Based on medical record review, staff interview and policy review, the facility failed to provide activities to two (2) of two (2) swing bed patients reviewed, Patient #23 and #24, based on their individual need and choice.

Findings Include:

Record review for Patients #23 and #24 revealed a standard nonspecific activity assessment. Both patients received a calendar of activities that were not individualized and contained no choices of activities.

An interview with the Activity Director on 03/23/16 at 9:15 a.m. confirmed that the activity calendar did not contain choices that enabled the patient to choose.

Review of the facility's "Swing Bed Policy-Patient Activities", approved 11/2014, revealed: "...the facility will provide a schedule of activities to accommodate the individual patient's needs and choices ...a patient will be provided a choice to participate ...The Activities Director will complete an initial evaluation of the resident's Activity needs and preferences ...the Activity Director will develop an individualized activities schedule ...".

No Description Available

Tag No.: C0386

Based on Job Description review, staff interview and policy review, the facility failed to provide medically related Social Worker (SW) services to their swing bed residents.

Findings Include:

Review of the Case Manager/Swing Bed Coordinator Job Description revealed no documented evidence of a qualified SW assessing residents needs or assisting in maintaining or improving their ability to manage their everyday needs.

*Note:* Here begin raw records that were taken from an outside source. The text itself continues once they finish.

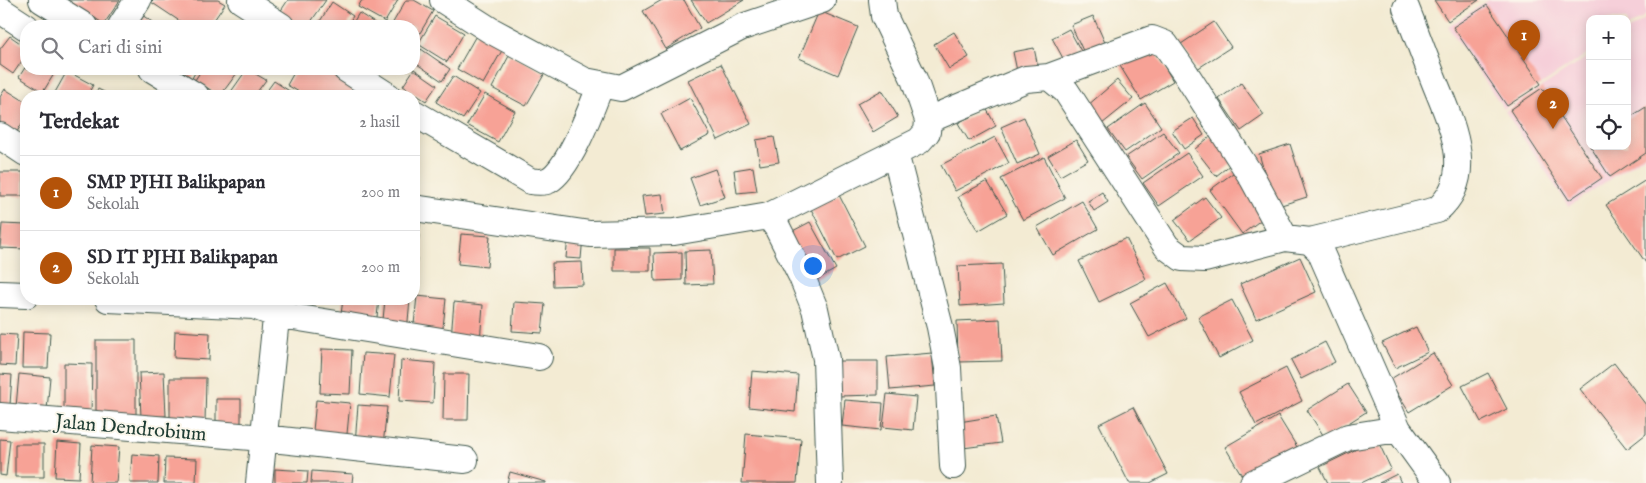 <!DOCTYPE html>
<html lang="id">
<head>
<meta charset="utf-8">
<style>
	body { margin:0; font-family:"IM FELL English",serif; background:#f7f7f7; color:#2b2b33 }
	.controls { position:absolute; right:15px; top:15px; display:grid; overflow:hidden; border-radius:10px; box-shadow:0 2px 12px #0003 }
	.controls button { width:45px; height:45px; display:grid; place-items:center; padding:0; border:0; border-bottom:1px solid #e1e1e2; background:#fff; color:#2b2b33; font:25px sans-serif }
	.you { position:absolute; left:812px; top:265px; width:18px; height:18px; margin:-12px; border:4px solid #fff; border-radius:50%; background:#1a73e8; box-shadow:0 0 0 8px #1a73e833 }
	.badge { display:grid; place-items:center; width:32px; height:32px; border-radius:50%; background:#b45309; color:#fff; font-size:16px; font-weight:700 }
	.pin { position:absolute; translate:-50% -41px; filter:drop-shadow(0 1px 2px #0008) }
	.pin::after { content:''; position:absolute; top:26px; width:18px; height:15px; background:inherit; clip-path:polygon(0 0,100% 0,50% 100%) }
	.list { margin:0; padding:0; list-style:none }
	h2 { display:flex; justify-content:space-between; align-items:center; height:65px; margin:0; padding:0 20px; font-size:21px }
	h2 small { font-size:16px; font-weight:400; color:#7c7c81 }
	.list li { display:grid; grid-template-columns:32px 1fr auto; gap:15px; align-items:center; box-sizing:border-box; height:75px; padding:0 20px; border-top:1px solid #e1e1e2 }
	.list b { display:block; font-size:19px; white-space:nowrap }
	.list p { margin:0; font-size:16px; white-space:nowrap; color:#7c7c81 }
	.list em { font-size:16px; font-style:normal; color:#7c7c81 }
	.icon { flex:none; width:28px; height:28px; fill:none; stroke:currentColor; stroke-width:2; stroke-linecap:round; stroke-linejoin:round }
	.map { position:relative; flex:none; width:1646px; height:483px; overflow:hidden }
	.search { position:absolute; background:#fff; box-shadow:0 2px 12px #0003; left:20px; top:20px; width:400px; height:55px; display:flex; align-items:center; gap:12px; box-sizing:border-box; padding:0 18px; border-radius:20px; color:#7c7c81; font-size:19px }
	.panel { position:absolute; background:#fff; box-shadow:0 2px 12px #0003; left:20px; top:90px; width:400px; height:215px; border-radius:20px }
	.map>svg:first-child { display:block }
</style>
</head>
<body>
<div class="map">
<svg width="1646" height="483" viewBox="0 0 1646 483">
	<rect width="100%" height="100%" fill="#fbf7ec"/>
	<filter id="ink" filterUnits="userSpaceOnUse"><feTurbulence type="fractalNoise" baseFrequency=".02" numOctaves="2"/><feDisplacementMap in="SourceGraphic" scale="10" xChannelSelector="R" yChannelSelector="G"/><feConvolveMatrix kernelMatrix="1 2 1 2 8 2 1 2 1" color-interpolation-filters="sRGB"/></filter>
	<filter id="wash" filterUnits="userSpaceOnUse"><feTurbulence type="fractalNoise" baseFrequency=".0096" numOctaves="4" result="noise"/><feDisplacementMap in="SourceGraphic" scale="20" xChannelSelector="R" yChannelSelector="G"/><feGaussianBlur stdDeviation="1.12" result="paint"/><feColorMatrix in="noise" values="0 0 0 0 0 0 0 0 0 0 0 0 0 0 0 0 0 1.4 0 .05"/><feComposite in="paint" operator="in"/></filter>
	<g filter="url(#wash)">
		<rect width="100%" height="100%" fill="#f3ebd3"/>
		<!-- built -->
		<path fill="#f6cfd9" d="M 1489,0 L 1646,0 L 1646,15 L 1627,28 L 1627,19 L 1590,19 L 1590,52 L 1504,109 L 1448,27 Z
			M 1646,18 L 1646,155 L 1569,206 L 1505,111 L 1590,55 L 1590,146 L 1627,146 L 1627,31 Z"/>
		<g id="blocks">
			<!-- building -->
			<path fill="#f7a296" d="M 67,0 L 120,0 L 104,24 Z
				M 153,0 L 218,0 L 225,4 L 210,26 L 187,26 L 151,2 Z
				M 288,0 L 326,0 L 308,26 L 301,26 L 280,12 Z
				M 362,0 L 398,0 L 385,22 L 358,7 Z
				M 406,0 L 414,0 L 433,11 L 414,43 L 414,26 L 391,26 Z
				M 662,0 L 684,0 L 700,28 L 666,49 L 643,11 Z
				M 691,0 L 744,0 L 706,23 Z
				M 1434,0 L 1479,0 L 1448,21 Z
				M 332,2 L 353,16 L 347,26 L 317,26 Z
				M 1487,5 L 1541,84 L 1507,106 L 1453,27 Z
				M 819,11 L 858,27 L 838,75 L 799,58 Z
				M 359,13 L 379,26 L 351,26 Z
				M 142,15 L 158,26 L 134,26 Z
				M 435,16 L 464,33 L 447,62 L 418,44 Z
				M 1093,16 L 1106,45 L 1085,55 L 1071,25 Z
				M 1214,22 L 1231,47 L 1197,69 L 1181,44 Z
				M 1069,29 L 1082,53 L 1065,62 L 1052,38 Z
				M 478,32 L 504,47 L 483,84 L 457,69 Z
				M 954,32 L 969,57 L 949,69 L 934,44 Z
				M 10,36 L 26,47 L 26,55 L 13,74 L 0,65 L 0,49 Z
				M 1150,42 L 1173,81 L 1141,100 L 1117,61 Z
				M 1034,48 L 1038,67 L 1017,71 L 1013,52 Z
				M 421,49 L 450,69 L 442,81 L 414,62 Z
				M 510,54 L 545,73 L 526,106 L 492,88 Z
				M 721,64 L 751,124 L 718,140 L 688,80 Z
				M 26,66 L 26,69 L 57,69 L 43,92 L 19,77 Z
				M 172,69 L 197,69 L 191,80 Z
				M 202,69 L 240,69 L 220,96 L 195,80 Z
				M 247,69 L 266,80 L 254,96 L 228,96 Z
				M 296,69 L 323,69 L 355,87 L 349,96 L 306,96 L 287,85 Z
				M 414,69 L 437,85 L 426,101 L 403,86 Z
				M 67,71 L 93,85 L 87,96 L 53,96 Z
				M 453,76 L 480,93 L 463,119 L 436,102 Z
				M 1117,80 L 1133,99 L 1102,124 L 1087,106 Z
				M 274,81 L 297,96 L 263,96 Z
				M 1241,83 L 1264,115 L 1241,131 L 1219,99 Z
				M 1542,88 L 1602,178 L 1569,200 L 1510,110 Z
				M 5,89 L 26,102 L 26,117 L 15,135 L 0,125 L 0,97 Z
				M 98,89 L 112,96 L 94,96 Z
				M 882,90 L 898,117 L 873,132 L 857,104 Z
				M 485,94 L 515,111 L 498,142 L 467,125 Z
				M 690,98 L 710,135 L 680,151 L 661,114 Z
				M 1145,103 L 1161,127 L 1125,152 L 1108,129 Z
				M 1646,107 L 1646,153 L 1610,177 L 1590,146 L 1627,146 L 1627,119 Z
				M 986,108 L 996,126 L 969,141 L 958,123 Z
				M 1024,117 L 1040,154 L 1017,164 L 1001,127 Z
				M 1193,118 L 1204,135 L 1184,149 L 1172,131 Z
				M 1163,132 L 1179,153 L 1142,179 L 1126,157 Z
				M 1213,134 L 1235,161 L 1216,176 L 1195,149 Z
				M 774,137 L 779,162 L 760,165 L 756,140 Z
				M 995,137 L 1009,163 L 955,191 L 941,165 Z
				M 1076,140 L 1088,160 L 1060,176 L 1048,156 Z
				M 1290,144 L 1307,197 L 1275,207 L 1259,154 Z
				M 1187,153 L 1203,176 L 1159,206 L 1143,183 Z
				M 1044,157 L 1065,198 L 1023,220 L 1001,179 Z
				M 753,167 L 757,191 L 737,193 L 734,170 Z
				M 715,169 L 725,197 L 700,205 L 690,178 Z
				M 1237,170 L 1269,214 L 1242,234 L 1210,190 Z
				M 0,172 L 23,172 L 23,196 L 0,196 Z
				M 1646,180 L 1646,263 L 1606,205 Z
				M 987,181 L 1007,214 L 978,231 L 958,197 Z
				M 1102,192 L 1108,202 L 1094,211 L 1088,201 Z
				M 662,194 L 665,214 L 645,216 L 642,196 Z
				M 839,195 L 865,246 L 837,260 L 811,209 Z
				M 1205,197 L 1221,218 L 1190,240 L 1174,220 Z
				M 1082,201 L 1098,229 L 1053,255 L 1037,227 Z
				M 810,222 L 836,269 L 813,282 L 787,234 Z
				M 414,223 L 420,224 L 416,268 L 414,268 Z
				M 2,224 L 26,225 L 26,249 L 0,248 Z
				M 461,234 L 490,236 L 487,267 L 458,264 Z
				M 568,236 L 583,236 L 581,259 L 566,258 Z
				M 1126,238 L 1146,279 L 1099,302 L 1079,261 Z
				M 614,248 L 650,248 L 650,271 L 614,271 Z
				M 711,250 L 713,284 L 686,285 L 685,251 Z
				M 682,252 L 682,280 L 655,281 L 654,253 Z
				M 1300,257 L 1316,292 L 1256,319 L 1240,284 Z
				M 582,262 L 583,285 L 553,286 L 552,263 Z
				M 1002,264 L 1004,303 L 960,306 L 958,266 Z
				M 1167,283 L 1186,318 L 1149,337 L 1130,303 Z
				M 417,296 L 446,299 L 442,337 L 413,334 Z
				M 343,299 L 379,299 L 376,326 L 340,322 Z
				M 385,299 L 410,299 L 407,332 L 382,330 Z
				M 1232,300 L 1253,340 L 1219,358 L 1198,317 Z
				M 454,302 L 483,305 L 480,341 L 451,338 Z
				M 514,302 L 545,304 L 542,333 L 512,331 Z
				M 1000,319 L 1002,361 L 958,362 L 957,321 Z
				M 1416,327 L 1428,352 L 1395,368 L 1382,343 Z
				M 175,331 L 210,333 L 209,360 L 174,358 Z
				M 23,332 L 50,333 L 48,368 L 22,368 Z
				M 0,334 L 17,335 L 15,366 L 0,365 Z
				M 96,340 L 136,340 L 136,417 L 96,417 Z
				M 1325,342 L 1335,362 L 1301,379 L 1291,360 Z
				M 322,349 L 352,350 L 350,394 L 320,393 Z
				M 363,353 L 394,355 L 390,397 L 360,394 Z
				M 932,353 L 935,386 L 890,390 L 887,357 Z
				M 1433,353 L 1453,385 L 1409,412 L 1389,380 Z
				M 401,360 L 435,363 L 433,403 L 399,401 Z
				M 838,361 L 878,361 L 878,395 L 838,396 Z
				M 64,363 L 92,364 L 91,415 L 64,414 Z
				M 1614,363 L 1646,405 L 1646,434 L 1627,449 L 1580,389 Z
				M 1286,368 L 1302,401 L 1256,425 L 1239,392 Z
				M 752,371 L 798,375 L 795,412 L 749,407 Z
				M 164,372 L 166,416 L 141,417 L 139,373 Z
				M 1488,373 L 1507,409 L 1481,422 L 1462,386 Z
				M 0,374 L 12,375 L 10,405 L 0,404 Z
				M 19,374 L 50,377 L 47,410 L 16,407 Z
				M 444,374 L 469,374 L 468,420 L 443,420 Z
				M 170,378 L 206,378 L 205,423 L 170,423 Z
				M 1348,384 L 1366,412 L 1325,438 L 1307,410 Z
				M 887,394 L 916,397 L 913,430 L 883,427 Z
				M 216,399 L 241,399 L 241,427 L 216,427 Z
				M 316,400 L 350,403 L 346,444 L 312,441 Z
				M 845,400 L 883,403 L 881,430 L 842,426 Z
				M 358,405 L 387,407 L 383,446 L 355,444 Z
				M 1133,407 L 1168,474 L 1150,483 L 1129,483 L 1099,424 Z
				M 996,416 L 1001,443 L 963,448 L 959,422 Z
				M 1278,416 L 1297,447 L 1244,479 L 1225,447 Z
				M 746,434 L 801,439 L 797,483 L 742,483 Z
				M 0,439 L 10,440 L 6,476 L 0,475 Z
				M 1377,439 L 1391,469 L 1361,483 L 1328,483 L 1320,467 Z
				M 57,442 L 81,444 L 79,478 L 55,477 Z
				M 15,444 L 44,444 L 44,477 L 15,477 Z
				M 92,445 L 119,447 L 116,483 L 90,483 Z
				M 132,454 L 159,456 L 158,483 L 130,483 Z
				M 165,458 L 197,459 L 196,483 L 164,483 Z
				M 275,469 L 308,471 L 307,483 L 275,483 Z
				M 312,471 L 353,474 L 352,483 L 311,483 Z
				M 510,472 L 546,482 L 546,483 L 507,483 Z
				M 1397,474 L 1401,483 L 1379,483 Z"/>
		</g>
	</g>
	<g filter="url(#ink)">
		<use href="#blocks" fill-opacity="0" stroke="#3f574c" stroke-width="1"/>
		<g fill="none" stroke-linecap="round" stroke-linejoin="round">
			<!-- minor casing -->
			<g stroke="#3f574c" stroke-width="28">
				<path id="minor" d="M 42,0 L 84,26
					M 241,0 L 281,26
					M 443,0 L 490,30 L 585,81 L 621,88 L 742,27 L 822,0
					M 0,10 L 26,27
					M 121,26 L 138,0
					M 152,69 L 196,96
					M 346,69 L 388,96
					M 1049,77 L 1066,91 L 1167,247 L 1182,258 L 1205,259 L 1285,238 L 1310,241 L 1437,210 C 1477,176 1451,123 1435,83 C 1425,58 1416,33 1406,8
					M 414,113 L 530,181 C 536,182 543,183 549,180 C 570,168 592,107 601,84
					M 928,120 L 1026,79 L 1049,77 L 1152,39 L 1165,44 L 1186,74 L 1253,179 L 1285,238
					M 0,136 L 26,153
					M 895,153 L 940,327 L 948,368 L 953,466
					M 414,208 L 590,234 L 674,232 L 769,216 L 919,141 L 927,132 L 928,120 L 914,79 L 884,16 L 882,0
					M 769,216 L 777,227 L 802,277 L 815,309 L 826,359 L 830,483
					M 1310,241 L 1320,251 L 1398,429
					M 0,294 L 26,295
					M 108,299 L 254,306
					M 244,299 L 254,306 L 275,314 L 539,357
					M 0,416 L 263,438 L 465,460
					M 259,483 L 278,299
					M 1253,483 L 1348,437 L 1398,429 L 1437,483"/>
			</g>
			<!-- minor -->
			<use href="#minor" stroke="#fff" stroke-width="26"/>
		</g>
	</g>
	<g text-anchor="middle" stroke-width="4" stroke-linejoin="round" paint-order="stroke">
		<!-- street labels -->
		<g font-size="20" fill="#1f3d34" stroke="#fbf7ec">
			<text transform="translate(131 427) rotate(5)" y="7">Jalan Dendrobium</text>
		</g>
	</g>
</svg>
<div class="controls">
<button>+</button>
<button>−</button>
<button><svg class="icon" aria-label="locate" viewBox="0 0 24 24"><circle cx="12" cy="12" r="6"/><path d="M12 2v4M12 18v4M2 12h4M18 12h4"/></svg></button>
</div>
<div class="you"></div>
<div class="pin badge" style="left:1524px;top:61px">1</div>
<div class="pin badge" style="left:1553px;top:129px">2</div>
<div class="search"><svg class="icon" aria-label="search" viewBox="0 0 24 24"><circle cx="10" cy="10" r="6"/><path d="M15 15l6 6"/></svg>Cari di sini</div>
<section class="panel">
<h2>Terdekat<small>2 hasil</small></h2>
<ul class="list">
<li><span class="badge">1</span><div><b>SMP PJHI Balikpapan</b><p>Sekolah</p></div><em>200 m</em></li>
<li><span class="badge">2</span><div><b>SD IT PJHI Balikpapan</b><p>Sekolah</p></div><em>200 m</em></li>
</ul>
</section>
</div>
</body>
</html>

Interview with the Activities Coordinator on 03/23/16 at 10:25 a.m. confirmed this. She stated that the facility has a qualified SW, but the SW but does not assess or provide services to the Swing Bed residents unless it is a need that she (the Activities Coordinator) cannot provide.

Review of the facility's "Swing Bed Policy-Social Services" policy, approved 11/2014, revealed: "...to identify the medically related social and emotional needs of each of its Swing Bed Patients ....this person provides services under the direction and guidance of a qualified and licensed social worker ...".